#### [Your task]
Search the entries below for the word "this", then copy each line in which it is found.

#### [Supplied data]
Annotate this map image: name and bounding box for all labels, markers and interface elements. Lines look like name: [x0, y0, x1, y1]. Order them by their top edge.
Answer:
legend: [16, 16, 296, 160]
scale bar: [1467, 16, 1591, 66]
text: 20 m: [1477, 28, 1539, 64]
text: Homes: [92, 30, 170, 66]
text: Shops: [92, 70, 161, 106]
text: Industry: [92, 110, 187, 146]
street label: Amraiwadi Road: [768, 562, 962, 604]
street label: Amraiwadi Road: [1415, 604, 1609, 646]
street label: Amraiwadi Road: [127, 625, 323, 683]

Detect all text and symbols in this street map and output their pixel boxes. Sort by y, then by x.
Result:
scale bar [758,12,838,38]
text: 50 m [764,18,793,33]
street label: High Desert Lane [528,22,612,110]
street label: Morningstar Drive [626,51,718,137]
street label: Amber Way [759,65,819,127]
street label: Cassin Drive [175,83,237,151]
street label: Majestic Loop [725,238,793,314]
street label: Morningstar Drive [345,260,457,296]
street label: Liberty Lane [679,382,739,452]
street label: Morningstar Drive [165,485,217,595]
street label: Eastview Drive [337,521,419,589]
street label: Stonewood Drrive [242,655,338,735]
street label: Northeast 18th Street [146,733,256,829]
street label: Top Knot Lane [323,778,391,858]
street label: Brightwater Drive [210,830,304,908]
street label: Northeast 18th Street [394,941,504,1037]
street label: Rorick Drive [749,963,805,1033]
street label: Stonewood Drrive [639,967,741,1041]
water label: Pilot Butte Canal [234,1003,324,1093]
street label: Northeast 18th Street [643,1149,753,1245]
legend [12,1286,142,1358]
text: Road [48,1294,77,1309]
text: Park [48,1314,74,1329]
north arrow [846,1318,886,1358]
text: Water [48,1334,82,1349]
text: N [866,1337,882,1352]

#### [Problem solution]
Annotate this map image: name and bounding box for all labels, markers and interface elements. Lines look like name: [x0, y0, x1, y1]. Order them by their top edge.
Detect all text and symbols in this street map and output their pixel boxes. Sort by y, then by x.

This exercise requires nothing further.